In [5]:
# Embedding

# Importing Libraries
from transformers import AutoTokenizer, AutoModel
import torch
import torch.nn.functional as F
from pathlib import Path

# Mean Pooling Function
# This function is used to create a single embedding for each sentence by averaging the embeddings of all its tokens. The attention mask makes sure that padding tokens don't affect the final result.
def mean_pooling(model_output, attention_mask):
    # The first element of model_output contains the token-level embeddings
    token_embeddings = model_output[0]

    # Expanding the attention mask so it matches the size of token_embeddings
    input_mask_expanded = attention_mask.unsqueeze(-1).expand(token_embeddings.size()).float()

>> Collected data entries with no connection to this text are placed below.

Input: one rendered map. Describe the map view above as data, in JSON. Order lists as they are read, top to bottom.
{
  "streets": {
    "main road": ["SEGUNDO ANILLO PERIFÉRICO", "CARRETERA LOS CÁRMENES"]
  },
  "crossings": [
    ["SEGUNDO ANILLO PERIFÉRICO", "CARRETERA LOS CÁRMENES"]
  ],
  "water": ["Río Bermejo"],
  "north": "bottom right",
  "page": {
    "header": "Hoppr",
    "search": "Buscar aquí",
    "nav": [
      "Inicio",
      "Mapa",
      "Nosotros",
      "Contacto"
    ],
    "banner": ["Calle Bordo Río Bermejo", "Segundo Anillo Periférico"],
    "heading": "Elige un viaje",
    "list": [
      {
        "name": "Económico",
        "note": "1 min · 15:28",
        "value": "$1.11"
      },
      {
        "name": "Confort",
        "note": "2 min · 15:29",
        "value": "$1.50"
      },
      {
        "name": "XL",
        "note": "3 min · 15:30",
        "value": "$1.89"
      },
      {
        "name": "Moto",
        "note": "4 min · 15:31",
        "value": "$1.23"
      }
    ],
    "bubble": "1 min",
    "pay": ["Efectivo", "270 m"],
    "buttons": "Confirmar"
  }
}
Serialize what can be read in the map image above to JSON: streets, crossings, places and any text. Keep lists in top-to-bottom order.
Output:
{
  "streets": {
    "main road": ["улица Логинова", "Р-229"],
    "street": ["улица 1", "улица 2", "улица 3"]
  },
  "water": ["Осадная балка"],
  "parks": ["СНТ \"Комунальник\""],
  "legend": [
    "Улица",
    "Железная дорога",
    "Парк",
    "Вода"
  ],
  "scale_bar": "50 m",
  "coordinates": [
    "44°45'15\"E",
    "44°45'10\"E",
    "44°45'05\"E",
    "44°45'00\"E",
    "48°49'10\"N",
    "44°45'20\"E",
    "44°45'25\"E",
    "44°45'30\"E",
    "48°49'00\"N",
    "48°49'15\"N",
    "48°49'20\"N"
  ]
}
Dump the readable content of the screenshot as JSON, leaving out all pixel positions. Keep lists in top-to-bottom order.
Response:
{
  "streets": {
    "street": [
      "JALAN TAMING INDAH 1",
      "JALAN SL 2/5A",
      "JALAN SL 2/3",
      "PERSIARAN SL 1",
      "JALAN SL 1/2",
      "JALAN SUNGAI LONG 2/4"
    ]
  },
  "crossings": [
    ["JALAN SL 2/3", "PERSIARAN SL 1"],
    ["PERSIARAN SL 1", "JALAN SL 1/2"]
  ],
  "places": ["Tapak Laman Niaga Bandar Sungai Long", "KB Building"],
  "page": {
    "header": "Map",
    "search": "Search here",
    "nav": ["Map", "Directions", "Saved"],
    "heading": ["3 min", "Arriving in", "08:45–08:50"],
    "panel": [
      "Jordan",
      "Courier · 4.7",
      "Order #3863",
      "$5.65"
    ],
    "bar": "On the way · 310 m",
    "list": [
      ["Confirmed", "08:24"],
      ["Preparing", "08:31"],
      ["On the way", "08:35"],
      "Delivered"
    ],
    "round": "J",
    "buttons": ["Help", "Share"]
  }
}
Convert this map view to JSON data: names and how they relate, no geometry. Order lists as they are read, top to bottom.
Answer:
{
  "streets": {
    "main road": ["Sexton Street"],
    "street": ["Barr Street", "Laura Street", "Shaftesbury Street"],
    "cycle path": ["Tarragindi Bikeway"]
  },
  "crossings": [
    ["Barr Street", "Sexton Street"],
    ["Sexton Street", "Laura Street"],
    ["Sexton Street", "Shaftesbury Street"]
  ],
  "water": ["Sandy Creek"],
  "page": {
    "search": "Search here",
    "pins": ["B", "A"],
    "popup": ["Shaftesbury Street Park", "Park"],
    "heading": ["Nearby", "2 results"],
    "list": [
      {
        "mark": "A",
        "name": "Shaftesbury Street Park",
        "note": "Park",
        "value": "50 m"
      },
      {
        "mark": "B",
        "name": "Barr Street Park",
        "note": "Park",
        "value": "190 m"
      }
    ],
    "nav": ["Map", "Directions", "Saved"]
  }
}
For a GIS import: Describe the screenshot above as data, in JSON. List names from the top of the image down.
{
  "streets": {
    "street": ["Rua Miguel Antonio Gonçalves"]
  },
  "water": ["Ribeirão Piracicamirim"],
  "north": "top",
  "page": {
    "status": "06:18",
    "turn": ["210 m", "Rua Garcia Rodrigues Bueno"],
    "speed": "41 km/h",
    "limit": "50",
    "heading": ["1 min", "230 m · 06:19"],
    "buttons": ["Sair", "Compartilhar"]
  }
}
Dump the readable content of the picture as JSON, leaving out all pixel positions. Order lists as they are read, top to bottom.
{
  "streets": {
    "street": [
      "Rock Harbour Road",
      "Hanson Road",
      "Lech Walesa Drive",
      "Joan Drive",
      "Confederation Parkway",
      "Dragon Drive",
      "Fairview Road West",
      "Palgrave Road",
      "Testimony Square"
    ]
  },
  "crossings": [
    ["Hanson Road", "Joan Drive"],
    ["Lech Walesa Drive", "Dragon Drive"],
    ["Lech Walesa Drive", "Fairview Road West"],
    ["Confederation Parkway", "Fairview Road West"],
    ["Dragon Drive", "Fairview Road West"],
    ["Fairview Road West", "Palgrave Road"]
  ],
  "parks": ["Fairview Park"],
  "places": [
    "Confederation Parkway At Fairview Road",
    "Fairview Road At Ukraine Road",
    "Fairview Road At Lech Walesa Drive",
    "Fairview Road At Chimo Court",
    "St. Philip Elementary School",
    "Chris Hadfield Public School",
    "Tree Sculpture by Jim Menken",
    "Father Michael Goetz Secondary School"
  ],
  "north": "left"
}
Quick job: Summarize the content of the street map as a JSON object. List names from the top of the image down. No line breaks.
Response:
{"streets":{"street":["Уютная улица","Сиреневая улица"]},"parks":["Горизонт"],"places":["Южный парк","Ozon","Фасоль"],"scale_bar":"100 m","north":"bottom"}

    # Computing the average of the embeddings for the real (non-padded) tokens
    return torch.sum(token_embeddings * input_mask_expanded, 1) / torch.clamp(input_mask_expanded.sum(1), min=1e-9)


# Loading the chunks
base = Path("data_processed/Analysis1")

chunks = []

# Loading the theory markdown file
theory_file = base / "Theory_analysis1_full.md"

if theory_file.exists():
    with open(theory_file, "r", encoding="utf-8") as f:
        text = f.read()
        chunks.append(text)

# Loading exercise markdown files
exercise_dir = base / "merged_exercises"
if exercise_dir.exists():
    for md_file in sorted(exercise_dir.glob("*.md")):
        with open(md_file, "r", encoding="utf-8") as f:
            text = f.read()
            chunks.append(text)

print("Loaded", len(chunks), "chunks from markdown files")

# Loading the pretrained transformer model and tokenizer from HuggingFace
tokenizer = AutoTokenizer.from_pretrained('sentence-transformers/all-MiniLM-L6-v2')
model = AutoModel.from_pretrained('sentence-transformers/all-MiniLM-L6-v2')

# Tokenizing the chunks: this gives us input IDs, attention masks, etc.
encoded_input = tokenizer(chunks, padding=True, truncation=True, return_tensors='pt')

# Executing the model (no gradients needed)
with torch.no_grad():
    model_output = model(**encoded_input)

# Applying mean pooling
sentence_embeddings = mean_pooling(model_output, encodedInput['attention_mask'])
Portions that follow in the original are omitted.